*ABOUT THIS EXERCISE:* Only the lines from the one containing "Sina<br>Farike Vaj Ulliri</span>" through the end of the data below should be copied, each exactly as written and with both ends kept.

[[ SUPPLIED DATA open ]]

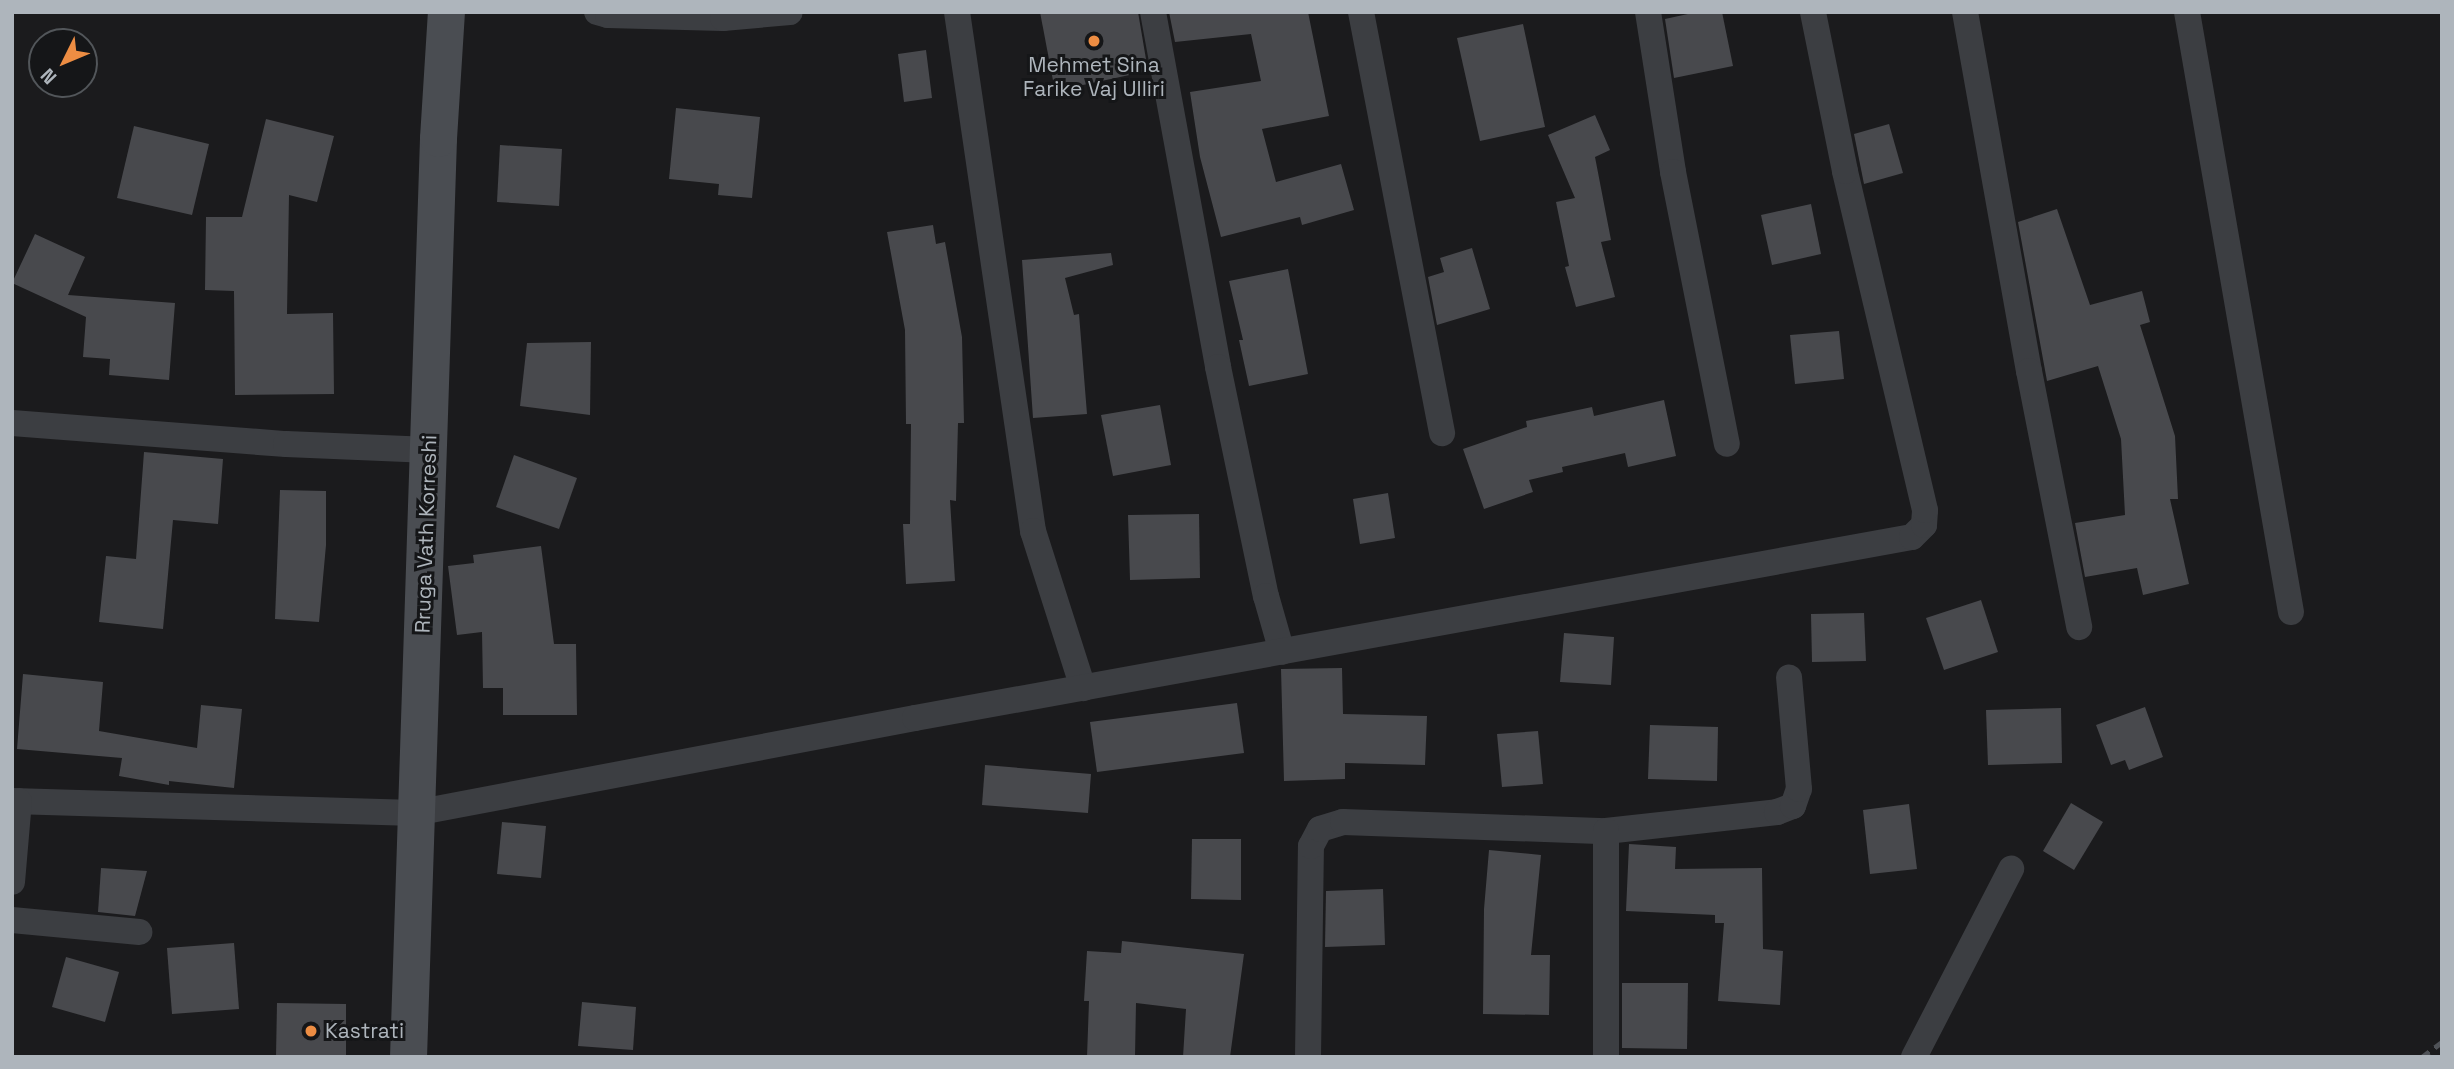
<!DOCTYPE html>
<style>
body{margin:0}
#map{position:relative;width:2454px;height:1069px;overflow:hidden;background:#1b1b1d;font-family:"Space Grotesk",sans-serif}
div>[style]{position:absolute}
.building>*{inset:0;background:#48494d}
.street>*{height:26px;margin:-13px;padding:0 13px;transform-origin:13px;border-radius:13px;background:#3c3e42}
.secondary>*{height:37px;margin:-18.5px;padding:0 18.5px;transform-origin:18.5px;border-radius:18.5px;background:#4a4d52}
.rail>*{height:5px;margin-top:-2.5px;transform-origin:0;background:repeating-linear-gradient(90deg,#4f5257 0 9px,transparent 0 16px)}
.dots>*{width:19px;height:19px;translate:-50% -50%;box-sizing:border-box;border:4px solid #151618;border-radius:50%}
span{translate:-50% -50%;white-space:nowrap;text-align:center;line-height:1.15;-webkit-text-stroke:6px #151618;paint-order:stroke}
.poi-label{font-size:21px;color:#aeb5bc}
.left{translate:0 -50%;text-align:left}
.street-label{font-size:21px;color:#aeb5bc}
.frame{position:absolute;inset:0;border:14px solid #aeb5bc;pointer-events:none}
.north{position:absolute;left:28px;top:28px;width:70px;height:70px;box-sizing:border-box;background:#151618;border:2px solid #52565a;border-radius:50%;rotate:227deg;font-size:19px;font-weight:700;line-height:28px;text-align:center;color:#aeb5bc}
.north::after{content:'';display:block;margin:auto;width:24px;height:32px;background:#ed8d43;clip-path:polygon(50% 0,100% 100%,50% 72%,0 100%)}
</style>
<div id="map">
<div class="building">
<i style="clip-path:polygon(1040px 12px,1138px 12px,1148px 71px,1055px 91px)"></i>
<i style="clip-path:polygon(1169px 12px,1308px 12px,1329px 116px,1262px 129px,1276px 182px,1341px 164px,1354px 210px,1302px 225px,1300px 217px,1221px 237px,1200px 157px,1190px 92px,1261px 81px,1251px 34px,1175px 42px)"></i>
<i style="clip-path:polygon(1697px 12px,1722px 12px,1733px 66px,1674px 78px,1665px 19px)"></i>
<i style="clip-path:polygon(1523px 24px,1545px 127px,1480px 141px,1457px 38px)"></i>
<i style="clip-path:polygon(926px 50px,932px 98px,904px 102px,898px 54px)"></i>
<i style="clip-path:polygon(676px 108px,760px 117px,752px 198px,718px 195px,719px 184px,669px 179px)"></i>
<i style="clip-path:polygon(1595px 115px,1610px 150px,1595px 157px,1611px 240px,1601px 242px,1615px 297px,1576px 307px,1565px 267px,1569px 266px,1556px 202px,1575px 198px,1548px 135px)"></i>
<i style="clip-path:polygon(266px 119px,334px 136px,317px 202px,289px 195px,287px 314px,333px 313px,334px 394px,235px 395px,234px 291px,205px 290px,206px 217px,242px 217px)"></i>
<i style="clip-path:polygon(1889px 124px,1903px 173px,1864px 184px,1854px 134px)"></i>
<i style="clip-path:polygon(134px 126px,209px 144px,192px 215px,117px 198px)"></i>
<i style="clip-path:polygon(500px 145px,562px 149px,559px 206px,497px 202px)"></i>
<i style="clip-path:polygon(1811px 204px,1821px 254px,1772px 265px,1761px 215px)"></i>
<i style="clip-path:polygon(2057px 209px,2090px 305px,2142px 291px,2150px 322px,2140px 325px,2175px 436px,2178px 499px,2170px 499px,2189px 584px,2143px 595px,2137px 568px,2085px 577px,2075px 523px,2125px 515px,2121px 439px,2098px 366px,2047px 381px,2018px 222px)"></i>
<i style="clip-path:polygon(933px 225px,936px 244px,945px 242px,962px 337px,964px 423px,958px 423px,956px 501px,950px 500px,955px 581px,906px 584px,903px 524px,910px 524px,911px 424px,906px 424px,905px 330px,887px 232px)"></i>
<i style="clip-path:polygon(35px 234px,85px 257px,68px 295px,175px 303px,169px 380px,109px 375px,110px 359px,83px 357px,86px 317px,12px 283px)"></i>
<i style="clip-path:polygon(1472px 248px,1490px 309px,1437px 325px,1428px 277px,1444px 272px,1440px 258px)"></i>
<i style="clip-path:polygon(1111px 253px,1113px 265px,1065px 278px,1074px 315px,1079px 314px,1087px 414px,1033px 418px,1022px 260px)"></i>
<i style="clip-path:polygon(1288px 269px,1308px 374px,1249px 386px,1239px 340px,1243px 340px,1229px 281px)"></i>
<i style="clip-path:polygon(1839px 331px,1844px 379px,1795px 384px,1790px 335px)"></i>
<i style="clip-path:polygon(591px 342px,590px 415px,520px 406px,527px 343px)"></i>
<i style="clip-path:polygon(1664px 400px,1676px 456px,1628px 467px,1625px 453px,1562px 467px,1563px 472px,1529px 480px,1533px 492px,1484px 509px,1463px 449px,1527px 427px,1526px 421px,1592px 407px,1594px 416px)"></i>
<i style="clip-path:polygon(1160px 405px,1171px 465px,1113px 476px,1101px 415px)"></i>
<i style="clip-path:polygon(144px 452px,223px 459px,218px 524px,173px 520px,163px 629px,99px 622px,106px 556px,136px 559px)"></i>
<i style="clip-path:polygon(514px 455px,577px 478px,559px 529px,496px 507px)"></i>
<i style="clip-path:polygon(280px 490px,326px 491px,326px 545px,319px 622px,275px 619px)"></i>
<i style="clip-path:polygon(1388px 493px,1395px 538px,1360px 544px,1353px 499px)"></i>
<i style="clip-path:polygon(1199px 514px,1200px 578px,1130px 580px,1128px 515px)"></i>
<i style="clip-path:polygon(541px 546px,554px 644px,576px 644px,577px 715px,503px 715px,503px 688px,483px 688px,482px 632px,457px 635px,448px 566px,474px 563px,473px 555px)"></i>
<i style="clip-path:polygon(1981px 600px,1998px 652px,1944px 670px,1926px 618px)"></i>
<i style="clip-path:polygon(1864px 613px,1866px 661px,1812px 662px,1811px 614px)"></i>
<i style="clip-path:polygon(1564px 633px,1614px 637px,1611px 685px,1560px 682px)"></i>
<i style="clip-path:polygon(1342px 668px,1343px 714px,1427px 716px,1425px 765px,1345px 763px,1345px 779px,1284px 781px,1281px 669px)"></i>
<i style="clip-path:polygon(23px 674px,103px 682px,99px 731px,197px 748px,201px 705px,242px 709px,234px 788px,169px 781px,169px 785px,119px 776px,122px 758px,17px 749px)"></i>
<i style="clip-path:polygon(1237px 703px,1244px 753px,1097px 772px,1090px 722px)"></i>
<i style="clip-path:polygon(2145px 707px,2163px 757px,2129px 770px,2125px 760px,2111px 765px,2096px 725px)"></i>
<i style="clip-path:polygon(2061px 708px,2062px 763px,1988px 765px,1986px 710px)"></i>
<i style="clip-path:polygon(1650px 725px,1718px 727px,1717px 781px,1648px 779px)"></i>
<i style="clip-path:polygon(1538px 731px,1543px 784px,1502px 787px,1497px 734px)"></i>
<i style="clip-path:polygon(985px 765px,1091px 774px,1088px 813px,982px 805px)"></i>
<i style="clip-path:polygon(2071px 803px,2103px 822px,2074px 870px,2043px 851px)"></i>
<i style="clip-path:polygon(1909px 804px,1917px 869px,1870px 874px,1863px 810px)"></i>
<i style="clip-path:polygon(502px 822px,546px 826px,541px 878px,497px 874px)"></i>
<i style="clip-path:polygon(1192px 839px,1241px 839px,1241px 900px,1191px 899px)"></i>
<i style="clip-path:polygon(1629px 844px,1676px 847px,1675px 869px,1762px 868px,1763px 949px,1783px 951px,1780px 1005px,1718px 1001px,1724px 923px,1715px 923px,1715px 915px,1626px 911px)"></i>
<i style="clip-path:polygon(1489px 850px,1541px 855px,1531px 955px,1550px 955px,1549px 1015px,1483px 1014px,1484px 909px)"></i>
<i style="clip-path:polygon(101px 868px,147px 871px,135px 916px,98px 912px)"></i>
<i style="clip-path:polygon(1383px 889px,1385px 945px,1325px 947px,1326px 891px)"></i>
<i style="clip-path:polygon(1122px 941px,1244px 954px,1230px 1057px,1183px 1057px,1186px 1009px,1136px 1003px,1135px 1057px,1087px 1057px,1089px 1001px,1084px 1001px,1087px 951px,1121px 953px)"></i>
<i style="clip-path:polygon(234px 943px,239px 1009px,172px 1014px,167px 948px)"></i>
<i style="clip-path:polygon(66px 957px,119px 972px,105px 1022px,52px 1007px)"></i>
<i style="clip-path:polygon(1622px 983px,1688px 983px,1687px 1049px,1622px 1048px)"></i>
<i style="clip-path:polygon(582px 1002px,636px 1007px,633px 1050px,578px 1046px)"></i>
<i style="clip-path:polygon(277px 1003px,346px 1004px,346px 1057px,276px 1057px)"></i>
</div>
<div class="street">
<i style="left:597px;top:12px;width:11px;rotate:15deg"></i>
<i style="left:608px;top:15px;width:115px;rotate:1.5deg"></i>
<i style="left:723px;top:18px;width:67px;rotate:-5.1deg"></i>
<i style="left:957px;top:12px;width:525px;rotate:81.67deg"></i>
<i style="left:1033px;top:531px;width:165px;rotate:72.3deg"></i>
<i style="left:1153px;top:12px;width:361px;rotate:79.6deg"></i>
<i style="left:1218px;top:367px;width:234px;rotate:78.2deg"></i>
<i style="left:1266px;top:596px;width:58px;rotate:74.1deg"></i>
<i style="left:1361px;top:12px;width:429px;rotate:79.1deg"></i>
<i style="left:1648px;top:12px;width:162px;rotate:81.1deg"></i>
<i style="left:1673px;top:172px;width:277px;rotate:78.8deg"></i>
<i style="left:1965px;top:12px;width:365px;rotate:79.9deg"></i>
<i style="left:2029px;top:371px;width:261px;rotate:78.9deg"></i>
<i style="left:2187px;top:12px;width:609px;rotate:80.17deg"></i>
<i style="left:12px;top:423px;width:275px;rotate:4.4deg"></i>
<i style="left:286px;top:444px;width:144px;rotate:2.4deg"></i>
<i style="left:12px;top:801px;width:403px;rotate:1.7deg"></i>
<i style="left:415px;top:813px;width:509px;rotate:-10.76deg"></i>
<i style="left:915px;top:718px;width:1013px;rotate:-10.29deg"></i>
<i style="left:1912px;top:537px;width:17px;rotate:-45deg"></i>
<i style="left:1924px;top:525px;width:15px;rotate:-86deg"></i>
<i style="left:1925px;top:510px;width:348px;rotate:-103.3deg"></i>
<i style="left:1845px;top:171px;width:162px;rotate:-101.4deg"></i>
<i style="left:12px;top:882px;width:81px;rotate:-85.1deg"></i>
<i style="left:12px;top:920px;width:128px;rotate:5.4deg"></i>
<i style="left:1308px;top:1057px;width:211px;rotate:-89.2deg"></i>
<i style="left:1311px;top:846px;width:19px;rotate:-62deg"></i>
<i style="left:1320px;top:829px;width:24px;rotate:-17deg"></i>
<i style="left:1343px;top:822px;width:263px;rotate:2deg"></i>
<i style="left:1606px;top:831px;width:172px;rotate:-6.3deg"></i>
<i style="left:1777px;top:812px;width:17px;rotate:-21deg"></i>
<i style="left:1793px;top:806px;width:18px;rotate:-71deg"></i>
<i style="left:1799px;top:789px;width:112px;rotate:-95.1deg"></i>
<i style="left:1606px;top:1057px;width:226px;rotate:-90deg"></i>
<i style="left:1914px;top:1057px;width:212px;rotate:-62.7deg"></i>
</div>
<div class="secondary">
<i style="left:408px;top:1057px;width:919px;rotate:-88.13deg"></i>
<i style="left:438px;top:138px;width:126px;rotate:-86.4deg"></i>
</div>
<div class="rail">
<i style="left:2422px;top:1057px;width:25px;rotate:-37deg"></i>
</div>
<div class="dots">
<i style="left:1094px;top:41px;background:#ed8d43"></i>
<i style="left:311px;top:1031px;background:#ed8d43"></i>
</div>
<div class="poi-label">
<span style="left:1094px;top:77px">Mehmet Sina<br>Farike Vaj Ulliri</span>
<span class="left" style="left:325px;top:1031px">Kastrati</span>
</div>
<div class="street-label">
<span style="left:426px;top:534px;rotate:-88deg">Rruga Vath Korreshi</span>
</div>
<div class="frame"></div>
<div class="north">N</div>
</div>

[[ SUPPLIED DATA closed ]]

*ANSWER TO THE PROBLEM:*
<span style="left:1094px;top:77px">Mehmet Sina<br>Farike Vaj Ulliri</span>
<span class="left" style="left:325px;top:1031px">Kastrati</span>
</div>
<div class="street-label">
<span style="left:426px;top:534px;rotate:-88deg">Rruga Vath Korreshi</span>
</div>
<div class="frame"></div>
<div class="north">N</div>
</div>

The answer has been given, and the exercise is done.